CHARLOTTE, N.C. (FOX 46 CHARLOTTE) - Omar Carter’s heart stopped on July 11, 2013. He was playing basketball at the Grady Cole Center in Charlotte.
“I know when I had my cardiac arrest out of 200 or 300 people there only one person touched me,” recalled Carter.
He laid there on the gym floor waiting for someone to start CPR and waiting for 13 minutes before paramedics arrived.
Carter was diagnosed with an enlarged heart when he was a teenager. He saw specialists in Charlotte and one of the top sports cardiologists in the country. They agreed and cleared him to keep playing basketball. Carter played basketball for App State and professionally overseas.
“Doctors thought I was fine to play,” he said. “I didn’t know it was a real problem until I had my cardiac arrest.”
Now, 31, Carter has launched the Omar Carter Foundation. He wants to teach one million people bystander CPR so that more people are not afraid to jump in and help until the professionals arrive.
Carter is teaming up with his doctors and nurses at Atrium Health to help spread the message. Together, they reached more than 1,000 CMS student athletes at this year’s Heart of a Champion Day.
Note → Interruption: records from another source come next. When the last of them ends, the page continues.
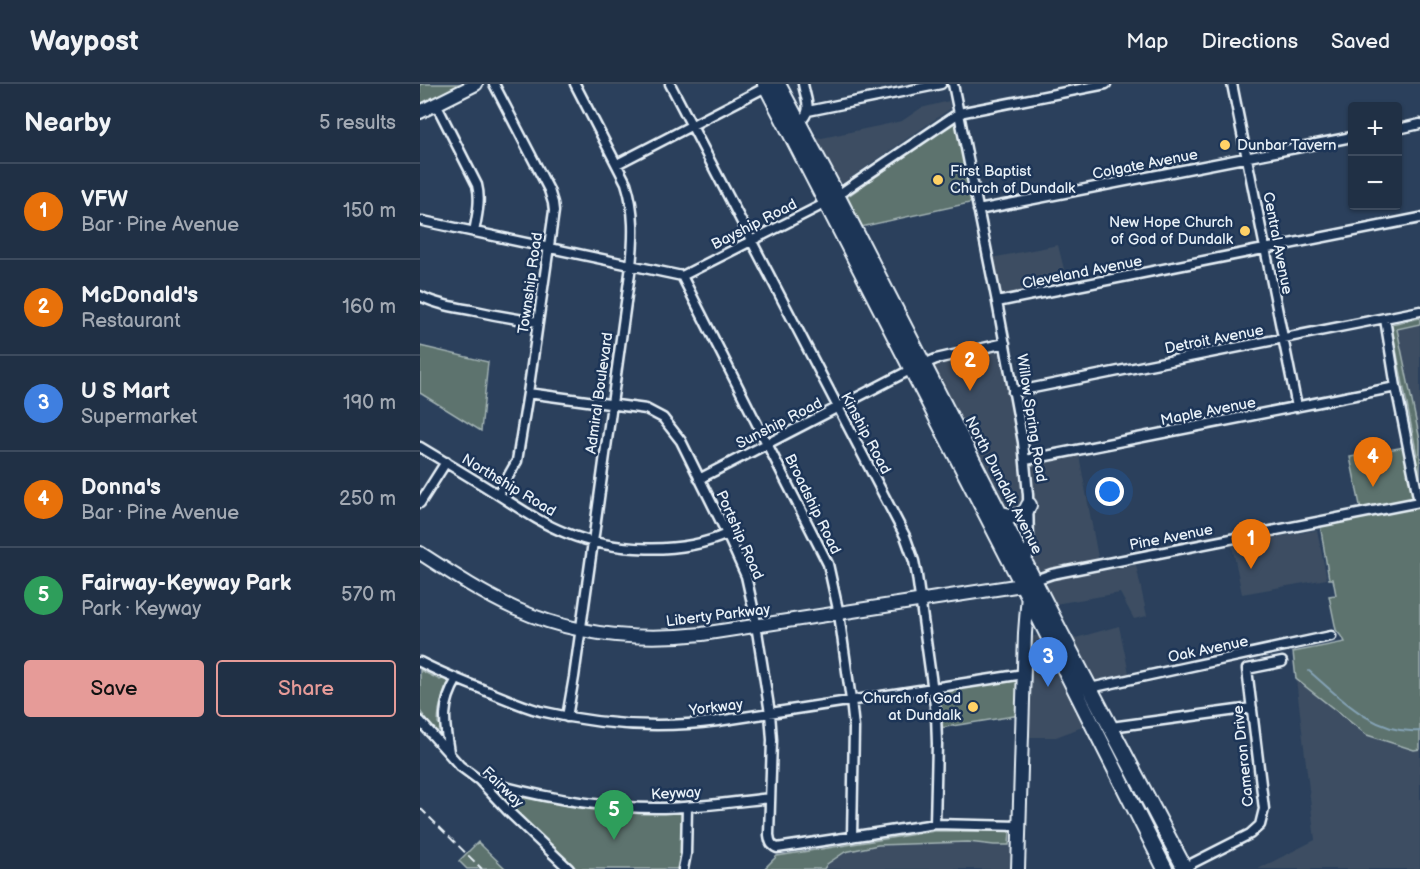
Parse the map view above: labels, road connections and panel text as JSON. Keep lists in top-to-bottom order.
{
  "streets": {
    "main road": ["North Dundalk Avenue"],
    "street": [
      "Colgate Avenue",
      "Bayship Road",
      "Central Avenue",
      "Cleveland Avenue",
      "Township Road",
      "Detroit Avenue",
      "Admiral Boulevard",
      "Maple Avenue",
      "Willow Spring Road",
      "Sunship Road",
      "Kinship Road",
      "Northship Road",
      "Broadship Road",
      "Portship Road",
      "Pine Avenue",
      "Liberty Parkway",
      "Oak Avenue",
      "Yorkway",
      "Cameron Drive",
      "Fairway",
      "Keyway"
    ]
  },
  "crossings": [
    ["Colgate Avenue", "Central Avenue"],
    ["Colgate Avenue", "Willow Spring Road"],
    ["Bayship Road", "Willow Spring Road"],
    ["Bayship Road", "Kinship Road"],
    ["Bayship Road", "North Dundalk Avenue"],
    ["Bayship Road", "Broadship Road"],
    ["Central Avenue", "Cleveland Avenue"],
    ["Central Avenue", "Detroit Avenue"],
    ["Central Avenue", "Maple Avenue"],
    ["Cleveland Avenue", "Willow Spring Road"],
    ["Township Road", "Northship Road"],
    ["Township Road", "Portship Road"],
    ["Detroit Avenue", "Willow Spring Road"],
    ["Admiral Boulevard", "Northship Road"],
    ["Admiral Boulevard", "Portship Road"],
    ["Admiral Boulevard", "Liberty Parkway"],
    ["Admiral Boulevard", "Yorkway"],
    ["Maple Avenue", "Willow Spring Road"],
    ["Willow Spring Road", "Sunship Road"],
    ["Willow Spring Road", "North Dundalk Avenue"],
    ["Sunship Road", "Kinship Road"],
    ["Sunship Road", "North Dundalk Avenue"],
    ["Sunship Road", "Broadship Road"],
    ["Sunship Road", "Portship Road"],
    ["Kinship Road", "Liberty Parkway"],
    ["Kinship Road", "Yorkway"],
    ["Northship Road", "Portship Road"],
    ["North Dundalk Avenue", "Pine Avenue"],
    ["North Dundalk Avenue", "Liberty Parkway"],
    ["North Dundalk Avenue", "Oak Avenue"],
    ["North Dundalk Avenue", "Cameron Drive"],
    ["Broadship Road", "Portship Road"],
    ["Broadship Road", "Liberty Parkway"],
    ["Broadship Road", "Yorkway"],
    ["Portship Road", "Liberty Parkway"],
    ["Portship Road", "Yorkway"],
    ["Portship Road", "Keyway"],
    ["Pine Avenue", "Liberty Parkway"],
    ["Fairway", "Keyway"]
  ],
  "places": [
    "Dunbar Tavern",
    "First Baptist Church of Dundalk",
    "New Hope Church of God of Dundalk",
    "Church of God at Dundalk"
  ],
  "page": {
    "header": "Waypost",
    "nav": ["Map", "Directions", "Saved"],
    "heading": ["Nearby", "5 results"],
    "map_buttons": ["+", "−"],
    "list": [
      {
        "mark": "1",
        "name": "VFW",
        "note": "Bar · Pine Avenue",
        "value": "150 m"
      },
      {
        "mark": "2",
        "name": "McDonald's",
        "note": "Restaurant",
        "value": "160 m"
      },
      {
        "mark": "3",
        "name": "U S Mart",
        "note": "Supermarket",
        "value": "190 m"
      },
      {
        "mark": "4",
        "name": "Donna's",
        "note": "Bar · Pine Avenue",
        "value": "250 m"
      },
      {
        "mark": "5",
        "name": "Fairway-Keyway Park",
        "note": "Park · Keyway",
        "value": "570 m"
      }
    ],
    "pins": [
      "2",
      "4",
      "1",
      "3",
      "5"
    ],
    "buttons": ["Save", "Share"]
  }
}
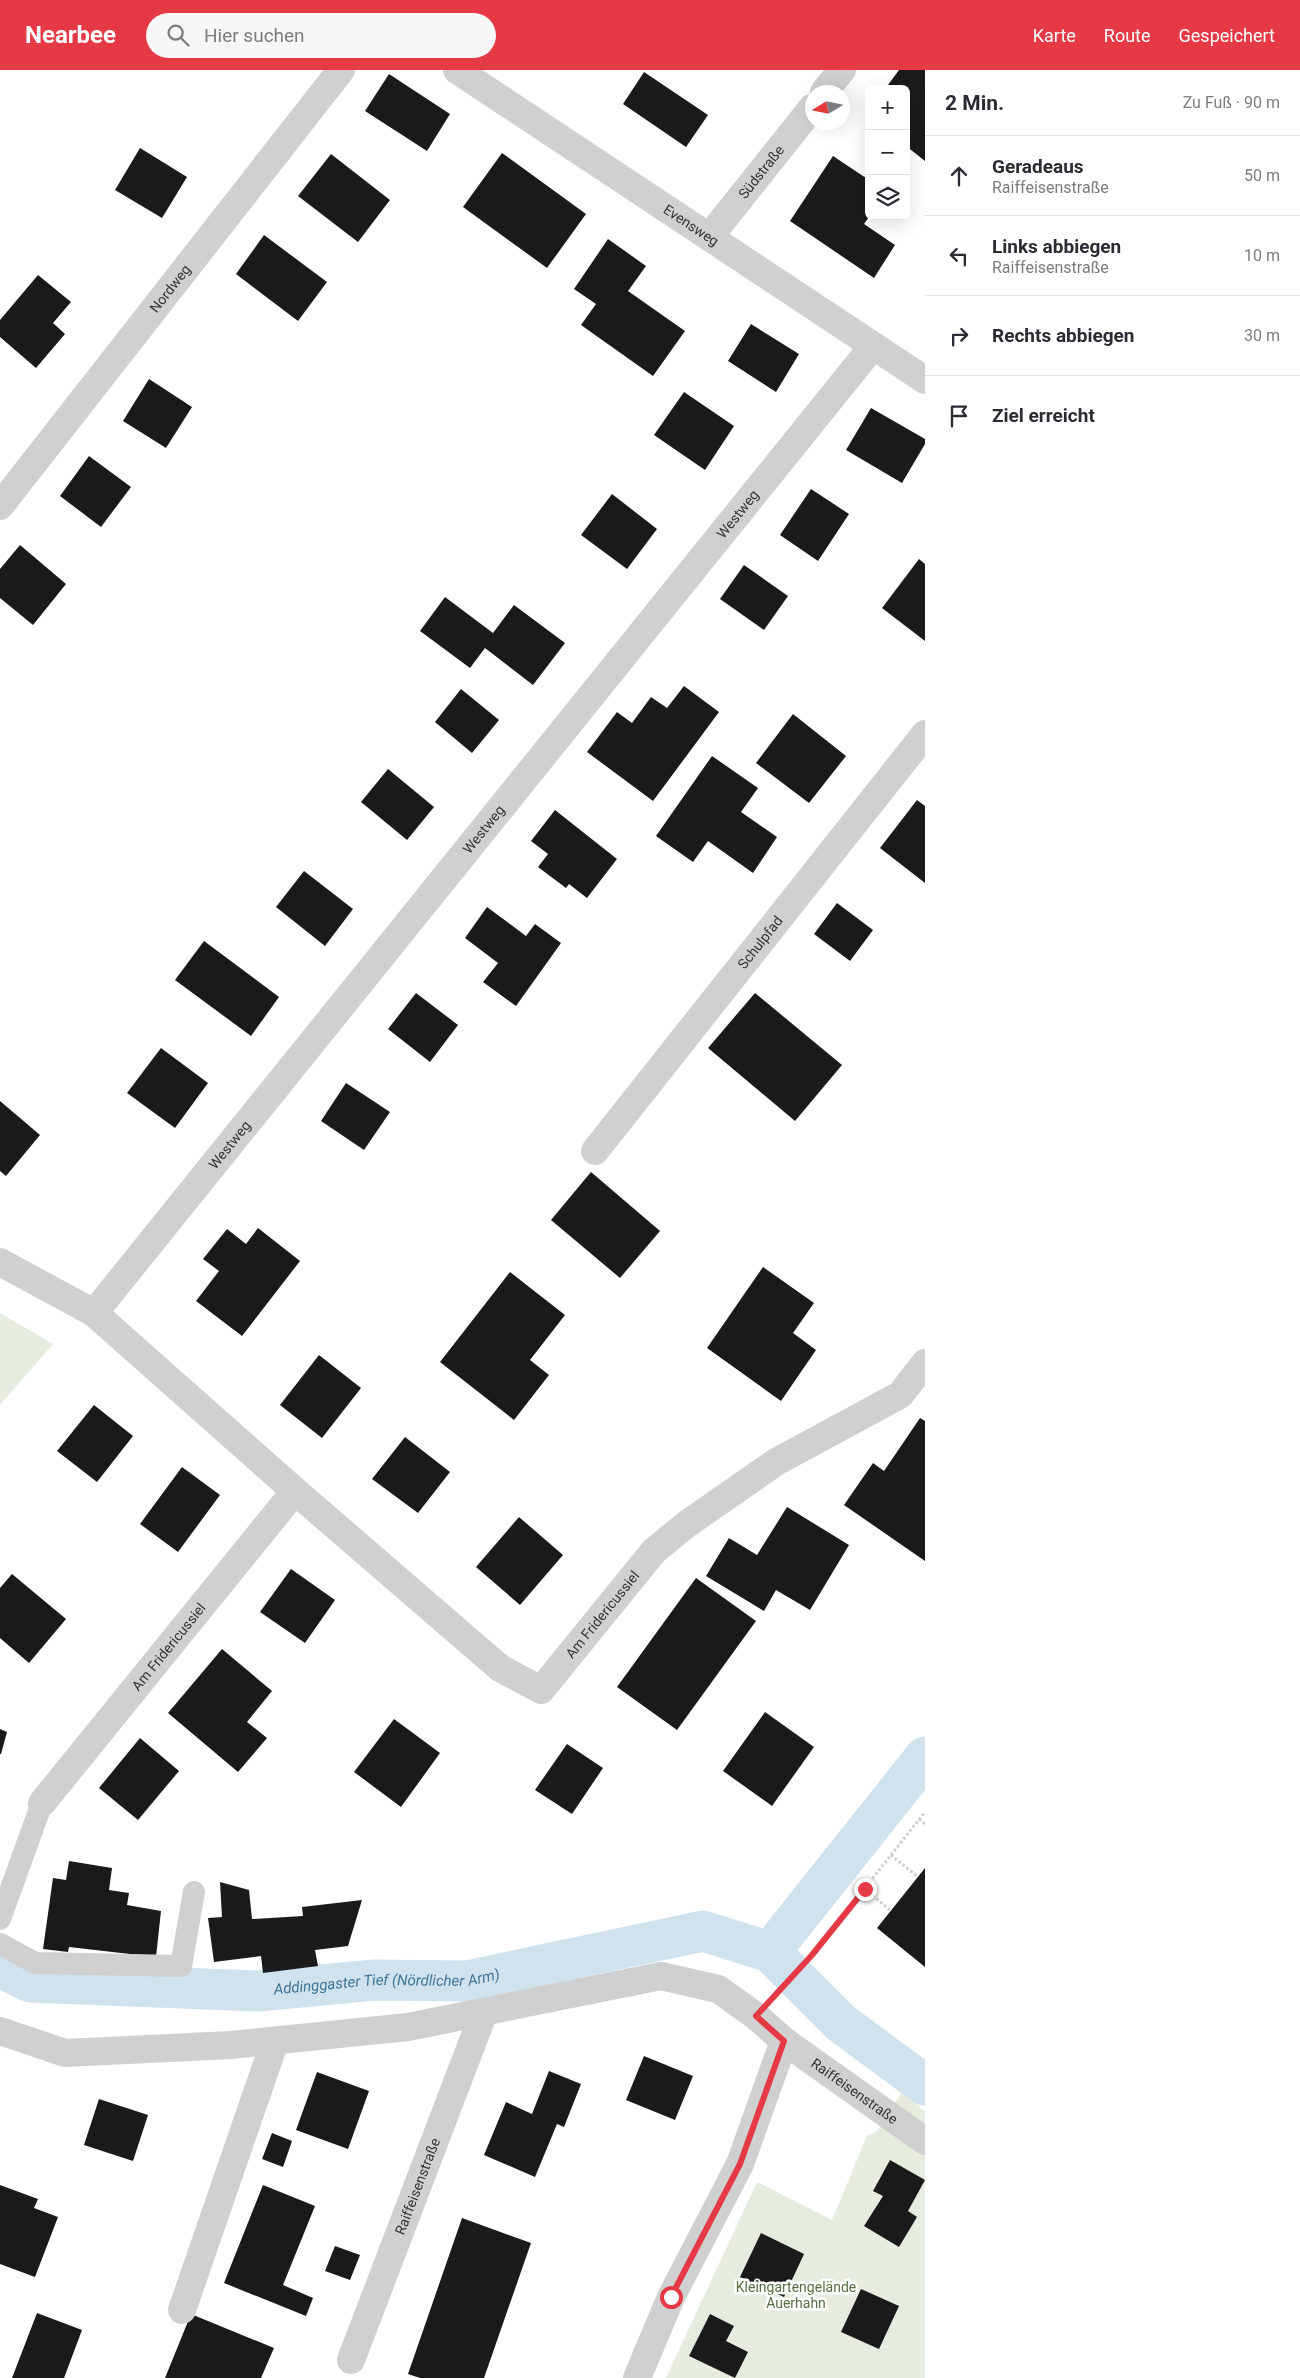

Amy Tucker is one of Carter’s nurses at Atrium Health.
“He’s more than my patient. He’s my good friend and I’m really proud of him. My goal is to help him reach as many people as he can,” said Tucker.
If you see a person collapse Tucker says you need to call 911 immediately. Be sure to put your phone on speaker and set it down on the ground. Then, take your and put it on top of your other one and start pushing hard and fast on the person’s chest.
The lifesaving lesson is simple.
Tucker says gone are the days of breathing into someone’s mouth. The hope is that by pressing hard and fast to the tune of Staying Alive or Beyoncé’s Crazy in love the compressions will give the patient a fighting chance.
“I’d like to see more people like Omar running around,” said Tucker.
Carter remains undiagnosed but now has a device to make sure his heart doesn’t stop again. He’s on a mission to give people the tools they need to jump in and do something.
“Do something rather than nothing that’s the whole motto,” said Carter.
The Omar Carter Foundation also works to identify locations for AED devices along with community outreach.
The organization will host a gala July 20. So far, more than 10,000 people have been trained on the bystander CPR technique.